INSTRUCTIONS FOR THE TASK
Would you write out the full listing exactly, without any pictures?
· · · · ·
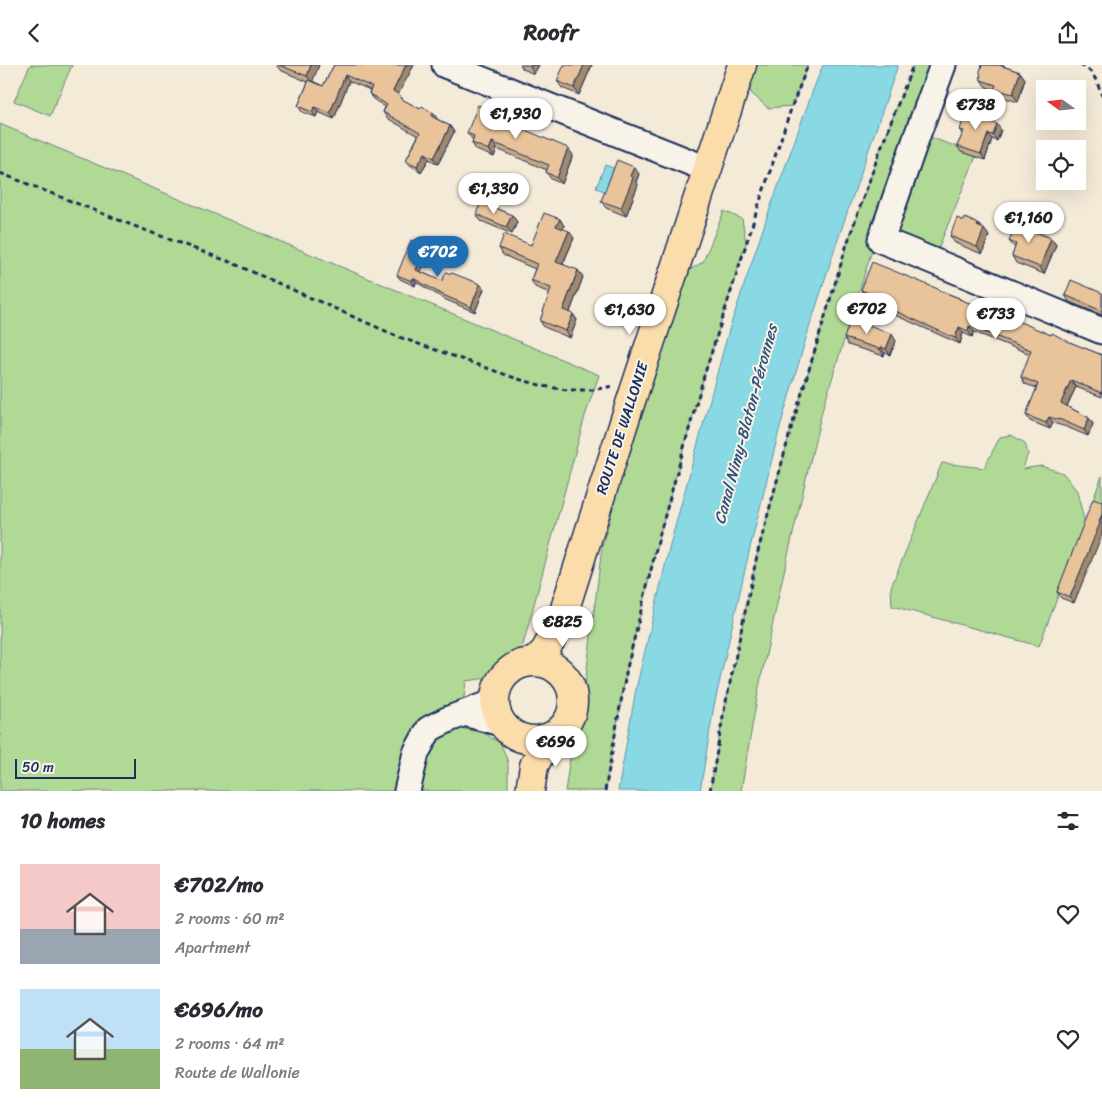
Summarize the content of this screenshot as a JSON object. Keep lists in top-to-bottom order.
{
  "streets": {
    "main road": ["ROUTE DE WALLONIE"]
  },
  "water": ["Canal Nimy-Blaton-Péronnes"],
  "scale_bar": "50 m",
  "north": "left",
  "page": {
    "header": "Roofr",
    "price": [
      "€738",
      "€1,930",
      "€1,330",
      "€1,160",
      "€702",
      "€702",
      "€1,630",
      "€733",
      "€825",
      "€696"
    ],
    "scale": "50 m",
    "heading": "10 homes",
    "list": [
      {
        "name": "€702/mo",
        "note": "2 rooms · 60 m² · Apartment"
      },
      {
        "name": "€696/mo",
        "note": "2 rooms · 64 m² · Route de Wallonie"
      }
    ]
  }
}
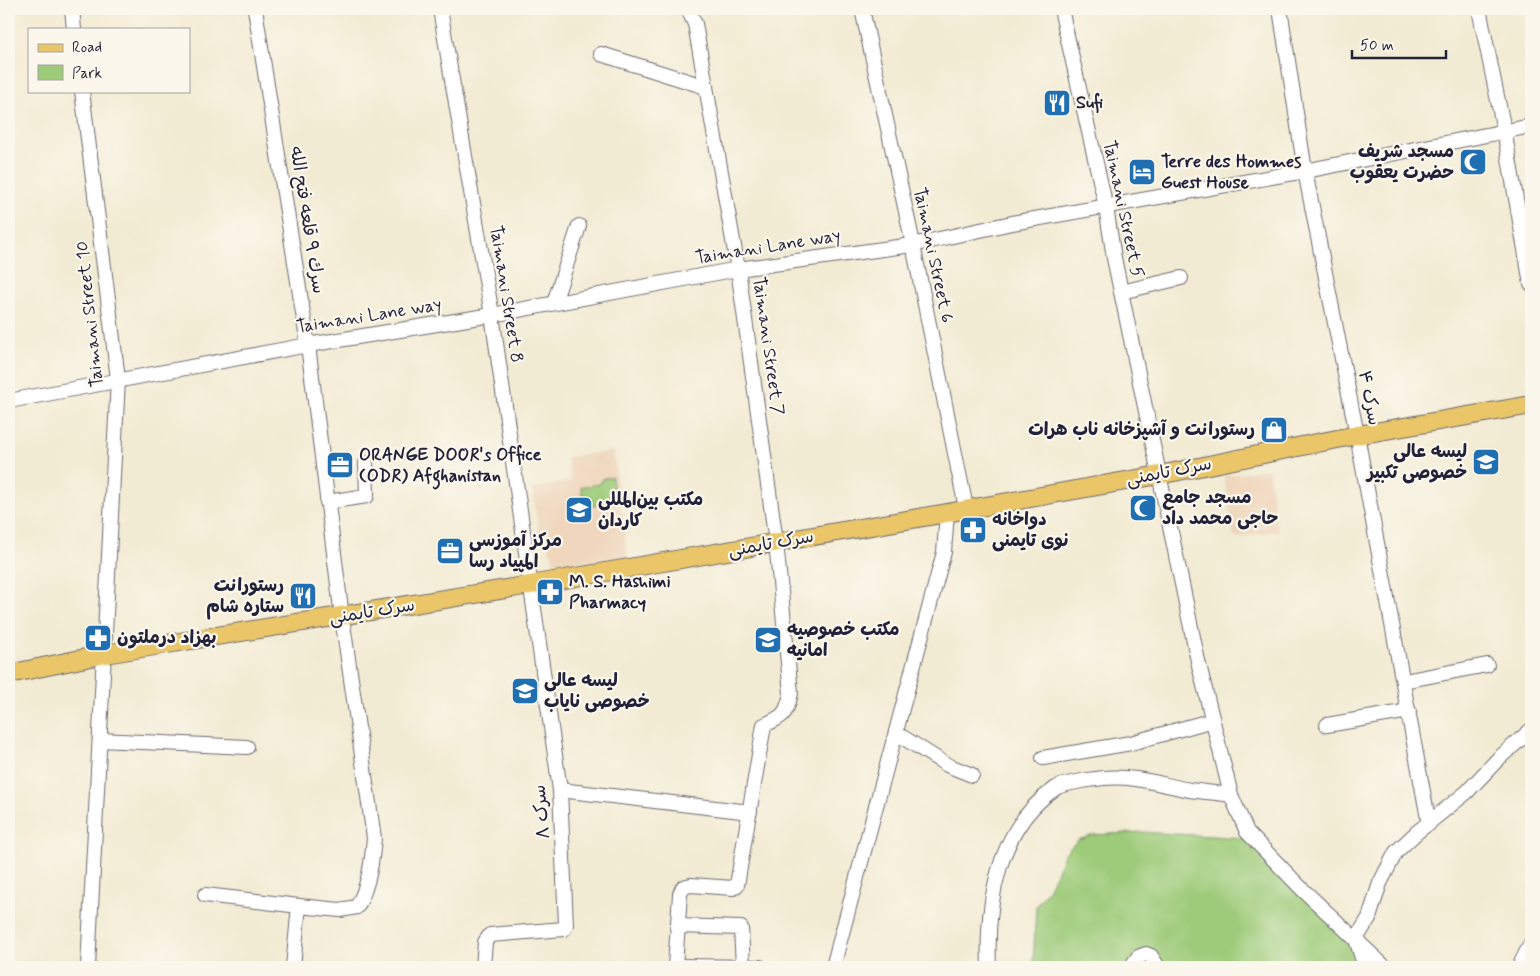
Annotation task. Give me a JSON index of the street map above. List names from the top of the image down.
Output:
· · · · ·
ANSWER SPACE
Summarize the content of this screenshot as a JSON object. Keep lists in top-to-bottom order.
{
  "streets": {
    "main road": ["ROUTE DE WALLONIE"]
  },
  "water": ["Canal Nimy-Blaton-Péronnes"],
  "scale_bar": "50 m",
  "north": "left",
  "page": {
    "header": "Roofr",
    "price": [
      "€738",
      "€1,930",
      "€1,330",
      "€1,160",
      "€702",
      "€702",
      "€1,630",
      "€733",
      "€825",
      "€696"
    ],
    "scale": "50 m",
    "heading": "10 homes",
    "list": [
      {
        "name": "€702/mo",
        "note": "2 rooms · 60 m² · Apartment"
      },
      {
        "name": "€696/mo",
        "note": "2 rooms · 64 m² · Route de Wallonie"
      }
    ]
  }
}
Annotation task. Give me a JSON index of the street map above. List names from the top of the image down.
Output:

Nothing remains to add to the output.